Sir Arthur Conan Doyle: The Lost World

Chapter 7: "To-morrow we Disappear into the Unknown"

I will not bore those whom this narrative may reach by an account of our luxurious voyage upon the Booth liner, nor will I tell of our week's stay at Para (save that I should wish to acknowledge the great kindness of the Pereira da Pinta Company in helping us to get together our equipment). I will also allude very briefly to our river journey, up a wide, slow-moving, clay-tinted stream, in a steamer which was little smaller than that which had carried us across the Atlantic. Eventually we found ourselves through the narrows of Obidos and reached the town of Manaos. Here we were rescued from the limited attractions of the local inn by Mr. Shortman, the representative of the British and Brazilian Trading Company. In his hospital Fazenda we spent our time until the day when we were empowered to open the letter of instructions given to us by Professor Challenger. Before I reach the surprising events of that date I would desire to give a clearer sketch of my comrades in this enterprise, and of the associates whom we had already gathered together in South America. I speak freely, and I leave the use of my material to your own discretion, Mr. McArdle, since it is through your hands that this report must pass before it reaches the world.

The scientific attainments of Professor Summerlee are too well known for me to trouble to recapitulate them. He is better equipped for a rough expedition of this sort than one would imagine at first sight. His tall, gaunt, stringy figure is insensible to fatigue, and his dry, half-sarcastic, and often wholly unsympathetic manner is uninfluenced by any change in his surroundings. Though in his sixty-sixth year, I have never heard him express any dissatisfaction at the occasional hardships which we have had to encounter. I had regarded his presence as an encumbrance to the expedition, but, as a matter of fact, I am now well convinced that his power of endurance is as great as my own. In temper he is naturally acid and sceptical. From the beginning he has never concealed his belief that Professor Challenger is an absolute fraud, that we are all embarked upon an absurd wild-goose chase and that we are likely to reap nothing but disappointment and danger in South America, and corresponding ridicule in England.
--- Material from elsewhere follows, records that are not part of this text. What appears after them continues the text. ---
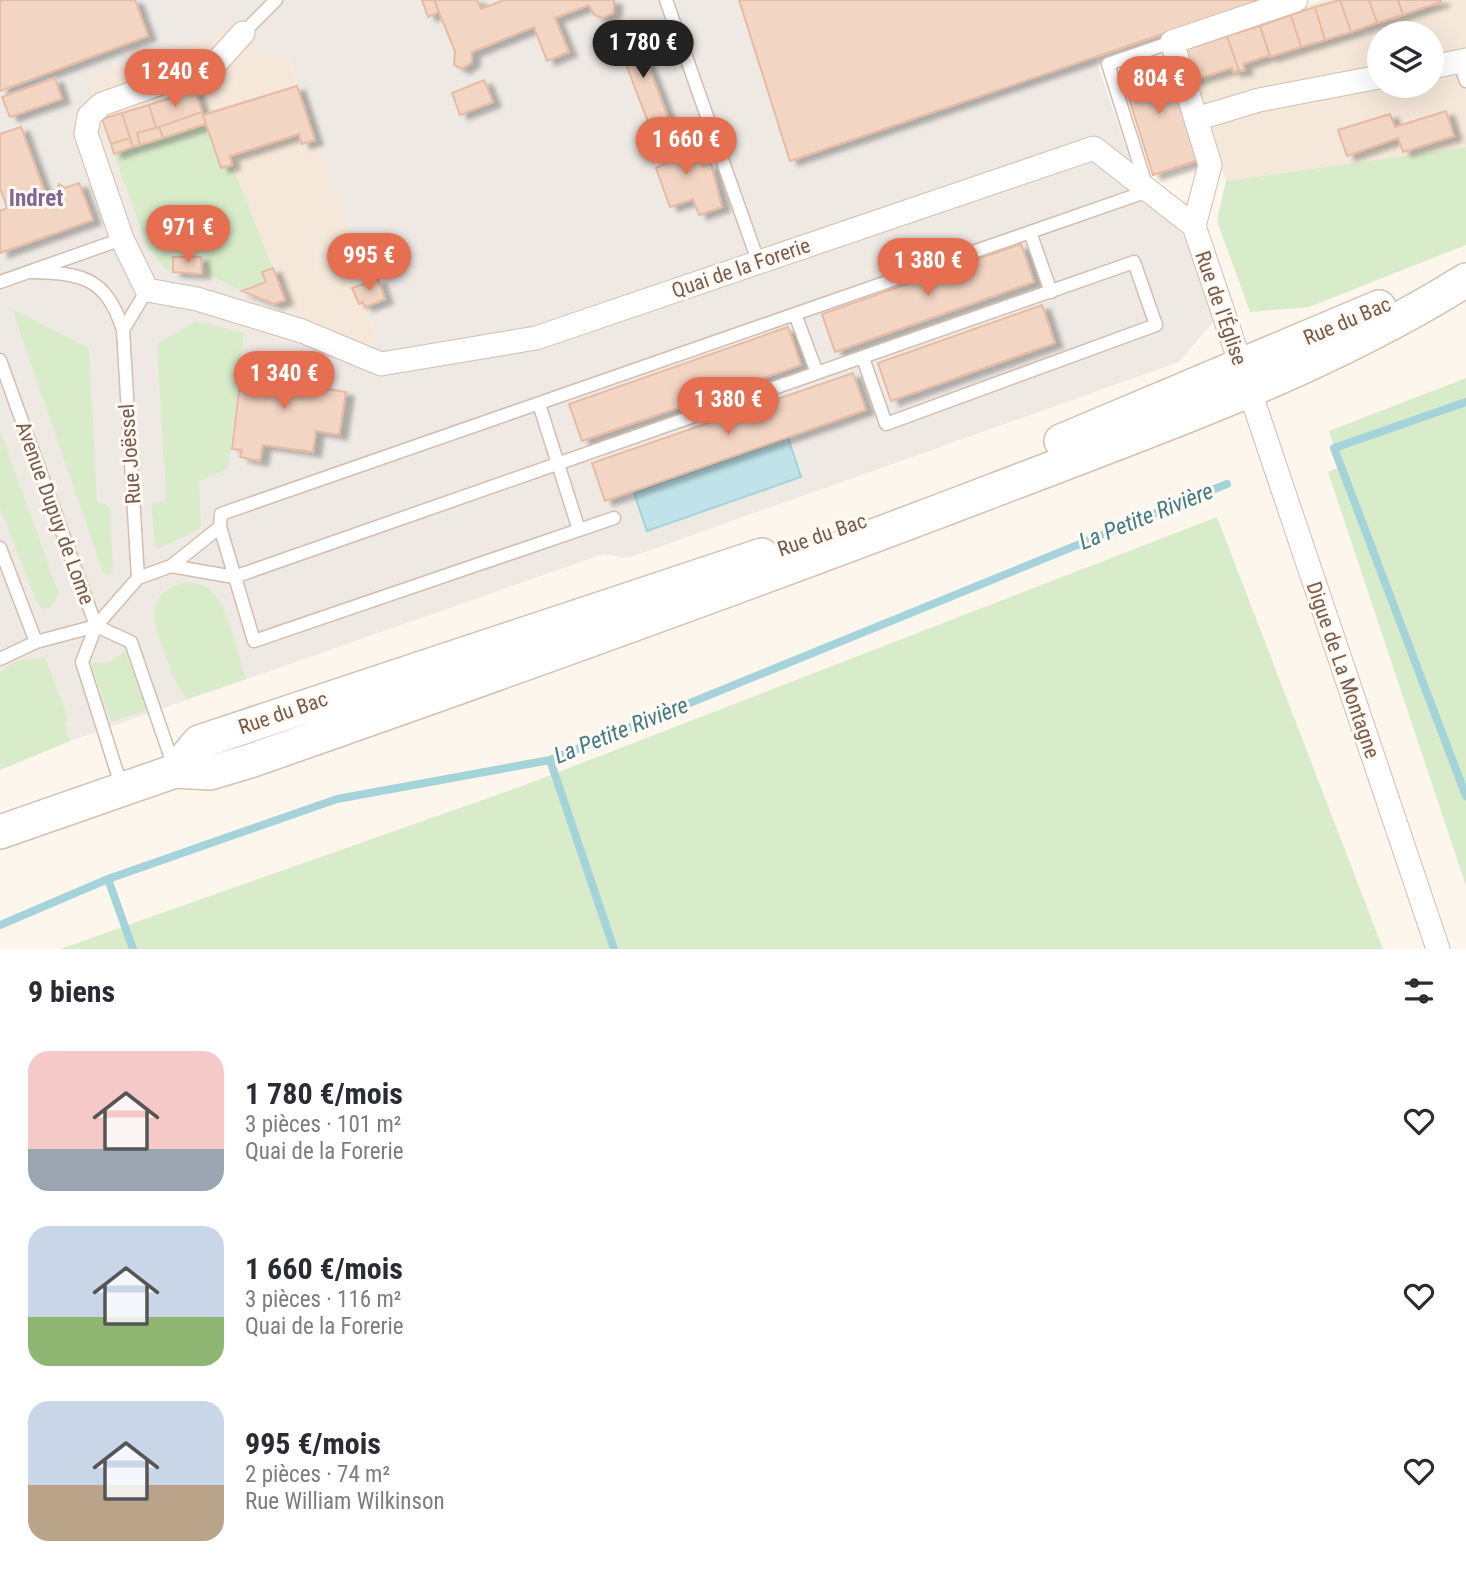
<!DOCTYPE html>
<html lang="fr">
<meta charset="utf-8">
<style>
:root{--surface:#fff;--page:#f2f2f3;--text:#2b2b33;--muted:#7c7c81;--accent:#e76f51}
body{margin:0;font-family:"Roboto Condensed",sans-serif;background:var(--page);color:var(--text);height:100vh;display:flex;flex-direction:column;font-size:26px;white-space:nowrap}
*{box-sizing:border-box;margin:0}
p{font-size:23px;color:var(--muted)}
.icon{flex:none;width:38px;height:38px;fill:none;stroke:currentColor;stroke-width:2;stroke-linecap:round;stroke-linejoin:round}
.map{position:relative;height:949px;overflow:hidden}
.details{display:flex;flex-direction:column;background:var(--surface);flex:1}
.details>*{flex:none}
.tools{position:absolute;left:1367px;top:21px;display:grid;gap:14px}
.tools a{display:grid;place-items:center;width:77px;height:77px;border-radius:50%;background:var(--surface);box-shadow:0 7px 28px #0002;font-size:35px}
.price{position:absolute;translate:-50% -60px;padding:0 16px;border-radius:24px;background:var(--accent);color:#fff;font-size:23px;line-height:46px;filter:drop-shadow(0 2px 4px #0008)}
.price::after{content:'';position:absolute;left:50%;top:42px;width:21px;height:16px;margin-left:-10px;background:inherit;clip-path:polygon(0 0,100% 0,50% 100%)}
.price.on{background:#222;color:#fff}
ul{padding:0;list-style:none}
li{display:flex;align-items:center;gap:21px;height:175px;padding:0 28px}
li span{display:grid;place-items:center;flex:none;width:196px;height:140px;border-radius:21px;color:#555}
li>.icon{margin-inline-start:auto}
span .icon{width:84px;height:84px;fill:#fffc;stroke-width:1}
li b{font-size:30px}
h2{display:flex;justify-content:space-between;align-items:center;height:84px;padding:0 28px;font-size:30px}
.map>svg:first-child{display:block}
</style>
<div class="map">
<svg width="1466" height="949" viewBox="0 0 1466 949">
<defs>
<filter id="shadow"><feDropShadow dx="8" dy="4.5" stdDeviation="2" flood-color="#0004"/></filter>
</defs>
<rect width="100%" height="100%" fill="#fdf6ec"/>
<path fill="#f5e8da" fill-rule="evenodd" d="M1324,0H1466V147L1226,181L1180,48ZM1379,33H1432V86H1379Z
M236,27L287,53L315,140L371,280L363,302L377,338L372,348L209,275L173,272L147,246L87,76Z"/>
<path fill="#efe9e4" fill-rule="evenodd" d="M0,0H1262L1095,57L1144,201L1183,232L1213,322L1179,362L628,558L603,554L70,741L0,770ZM236,27L270,58L287,53L315,140L371,280L352,288L359,304L363,302L377,338L372,348L209,275L166,271L147,246L87,76Z"/>
<path fill="#d8ecc9" d="M206,124L221,168L232,165L273,268L263,272L266,282L242,291L209,275L202,256L173,257V272L166,271L147,246L114,154Z
M1466,147V245L1309,307L1250,312L1217,221L1226,181Z
M12,309L89,348L97,502L110,506L113,570L109,575L103,572Z
M196,321L244,333L228,469L199,481L201,528L156,550L151,504L166,499L157,344Z
M1466,378V886L1328,472L1341,467L1329,431Z
M0,430L59,594L50,608L42,609L37,603L0,508Z
M1217,517L1383,949H60L525,785Z
M185,582C195,583 203,583 211,590C227,604 239,657 246,679L188,699C175,685 171,670 164,651C152,619 144,595 185,582Z
M125,651L147,710L111,722L91,663H109Z
M45,657L68,718L65,724L70,741L0,770V671L16,661Z"/>
<path fill="#bfe3e8" stroke="#a5d3da" stroke-width="2" d="M788,438L801,477L647,531L634,493Z"/>
<g fill="none" stroke-linecap="round" stroke-linejoin="round">
<path stroke="#a5d3da" stroke-width="8" d="M1466,402L1334,448L1466,796
M550,760L614,949
M108,879L133,949
M0,925L108,879L337,799L550,760L1227,484"/>
</g>
<path fill="#f3d5c3" stroke="#e6bba3" stroke-width="2" filter="url(#shadow)" d="M0,0H135L148,36L0,91Z
M422,0H434L439,12L428,17Z
M434,0H477L481,9L504,0H614V7L613,13L603,18L594,15L589,5L555,18L569,52L547,61L534,27L472,52V62L462,69L454,65L455,51Z
M739,0H1262L790,161Z
M1340,0H1369L1377,23L1351,32Z
M1340,0L1351,32L1325,40L1315,7Z
M1369,0H1398L1403,15L1377,23Z
M1398,0H1440L1441,2L1403,15Z
M1315,7L1325,40L1301,47L1291,15Z
M1291,15L1301,47L1270,57L1260,26Z
M1260,26L1270,55L1243,64L1245,70L1239,71L1227,36Z
M636,34L669,120L650,127L617,41Z
M1227,36L1239,71L1233,72L1232,68L1193,80L1184,50Z
M1148,60L1150,64L1166,60L1198,160L1153,175L1121,73Z
M55,78L62,99L10,117L2,97Z
M484,80L493,102L460,115L452,93Z
M297,86L315,140L302,144L299,134L230,156L232,165L221,168L203,115Z
M195,90L202,112L156,128L149,105Z
M149,105L156,128L137,133L140,145L133,147L122,113Z
M1446,111L1454,136L1403,152L1398,138L1347,156L1338,130L1390,114L1395,127Z
M202,112L206,124L163,138L159,127Z
M122,113L130,138L111,144L102,119Z
M21,127L46,195L56,191L59,184L65,188L79,183L93,220L0,253V211L7,208L0,188V134Z
M159,127L163,138L140,145L137,133Z
M678,130L689,165L701,160L703,167L711,164L722,207L699,215L693,199L670,207L656,168L666,163L656,137Z
M130,138L133,147L114,154L111,144Z
M1021,244L1034,282L835,352L822,314Z
M173,257H201L202,274L173,272Z
M273,268L285,300L274,304L242,291L266,282L262,272Z
M378,279L385,299L365,307L363,302L359,304L352,288Z
M1042,305L1055,343L891,401L878,363Z
M788,327L801,365L582,441L569,404Z
M253,355L291,361V367L300,369L298,384L346,392L339,435L316,431L313,452L263,445L260,461L240,457L242,450L232,449L239,390L256,393L260,364L252,362Z
M853,373L866,410L605,501L592,463Z"/>
<g fill="none" stroke-linecap="round" stroke-linejoin="round">
<g stroke="#d1beb0" stroke-width="15">
<path id="service" d="M666,0L758,261
M243,33L276,0
M1459,61L1466,81
M1030,232L1051,292
M30,272C82,273 106,277 123,330L138,578
M0,282L122,239
M795,314L817,373
M123,330L147,290
M0,360L96,626
M539,404L579,530
M614,518L254,641L220,527L221,514L1148,191L1108,64L1172,42
M0,548L36,642
M171,566L234,577L1134,262L1156,325L886,424L863,358
M0,659L36,642L96,626L131,642L174,767
M122,788L82,662L96,626L138,578L171,566L220,527"/>
</g>
<g stroke="#d1beb0" stroke-width="25">
<path id="minor" d="M243,33L215,64L102,104L89,116L86,134L122,239L147,290L197,299L302,331L381,364L536,338L1094,148L1194,226
M1432,67L1466,60
M1196,119L1259,100L1379,77
M1194,226L1438,949
M1194,226L1210,165L1172,42L1296,0"/>
</g>
<g stroke="#d6c0b0" stroke-width="36">
<path id="secondary" d="M1061,441L1379,307
M175,771L199,742L762,555
M0,832L175,771L210,773L250,761C499,674 746,585 992,491C1153,429 1319,372 1466,280"/>
</g>
<use href="#service" stroke="#fff" stroke-width="12"/>
<use href="#minor" stroke="#fff" stroke-width="23"/>
<use href="#secondary" stroke="#fff" stroke-width="33"/>
</g>
<g text-anchor="middle" stroke-width="6" stroke-linejoin="round" paint-order="stroke">
<g font-size="21" fill="#7a5c4d" stroke="#fffaf3">
<text transform="translate(741 268) rotate(-19)" y="7">Quai de la Forerie</text>
<text transform="translate(1221 308) rotate(71)" y="7">Rue de l'Église</text>
<text transform="translate(1347 321) rotate(-23)" y="7">Rue du Bac</text>
<text transform="translate(130 454) rotate(-94)" y="7">Rue Joëssel</text>
<text transform="translate(55 513) rotate(70)" y="7">Avenue Dupuy de Lome</text>
<text transform="translate(822 535) rotate(-19)" y="7">Rue du Bac</text>
<text transform="translate(1343 670) rotate(71)" y="7">Digue de La Montagne</text>
<text transform="translate(283 713) rotate(-19)" y="7">Rue du Bac</text>
</g>
<g font-size="23" font-weight="bold" fill="#846695" stroke="#fffaf3">
<text x="36" y="206">Indret</text>
</g>
<g font-size="23" font-style="italic" fill="#437c86" stroke="#fffaf3">
<text transform="translate(1146 516) rotate(-22)" y="8">La Petite Rivière</text>
<text transform="translate(621 730) rotate(-22)" y="8">La Petite Rivière</text>
</g>
</g>
</svg>
<div class="tools">
<a><svg class="icon" aria-label="layers" viewBox="0 0 24 24"><path d="M12 4l9 5-9 5-9-5zM3 14l9 5 9-5"/></svg></a>
</div>
<b class="price on" style="left:643px;top:80px">1 780 €</b>
<b class="price" style="left:175px;top:109px">1 240 €</b>
<b class="price" style="left:1159px;top:116px">804 €</b>
<b class="price" style="left:686px;top:177px">1 660 €</b>
<b class="price" style="left:188px;top:265px">971 €</b>
<b class="price" style="left:369px;top:293px">995 €</b>
<b class="price" style="left:928px;top:298px">1 380 €</b>
<b class="price" style="left:284px;top:411px">1 340 €</b>
<b class="price" style="left:728px;top:437px">1 380 €</b>
</div>
<section class="details">
<h2>9 biens<svg class="icon" aria-label="filters" viewBox="0 0 24 24"><path d="M4 7h16M4 17h16"/><circle cx="9" cy="7" r="2"/><circle cx="15" cy="17" r="2"/></svg></h2>
<ul>
<li><span style="background:linear-gradient(#f6c9c9 70%,#9aa5b1 0)"><svg class="icon" aria-label="home" viewBox="0 0 24 24"><path d="M3 11l9-7 9 7M6 9v11h12V9"/></svg></span><div><b>1 780 €/mois</b><p>3 pièces · 101 m²</p><p>Quai de la Forerie</p></div><svg class="icon" aria-label="heart" viewBox="0 0 24 24"><path d="M12 20l-8-8c-3-5 5-10 8-4 3-6 11-1 8 4z"/></svg></li>
<li><span style="background:linear-gradient(#c9d6e8 65%,#8fb573 0)"><svg class="icon" aria-label="home" viewBox="0 0 24 24"><path d="M3 11l9-7 9 7M6 9v11h12V9"/></svg></span><div><b>1 660 €/mois</b><p>3 pièces · 116 m²</p><p>Quai de la Forerie</p></div><svg class="icon" aria-label="heart" viewBox="0 0 24 24"><path d="M12 20l-8-8c-3-5 5-10 8-4 3-6 11-1 8 4z"/></svg></li>
<li><span style="background:linear-gradient(#c9d6e8 60%,#b9a48a 0)"><svg class="icon" aria-label="home" viewBox="0 0 24 24"><path d="M3 11l9-7 9 7M6 9v11h12V9"/></svg></span><div><b>995 €/mois</b><p>2 pièces · 74 m²</p><p>Rue William Wilkinson</p></div><svg class="icon" aria-label="heart" viewBox="0 0 24 24"><path d="M12 20l-8-8c-3-5 5-10 8-4 3-6 11-1 8 4z"/></svg></li>
</ul>
</section>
Such are the views which, with much passionate distortion of his thin features and wagging of his thin, goat-like beard, he poured into our ears all the way from Southampton to Manaos. Since landing from the boat he has obtained some consolation from the beauty and variety of the insect and bird life around him, for he is absolutely whole-hearted in his devotion to science. He spends his days flitting through the woods with his shot-gun and his butterfly-net, and his evenings in mounting the many specimens he has acquired. Among his minor peculiarities are that he is careless as to his attire, unclean in his person, exceedingly absent-minded in his habits, and addicted to smoking a short briar pipe, which is seldom out of his mouth. He has been upon several scientific expeditions in his youth (he was with Robertson in Papua), and the life of the camp and the canoe is nothing fresh to him.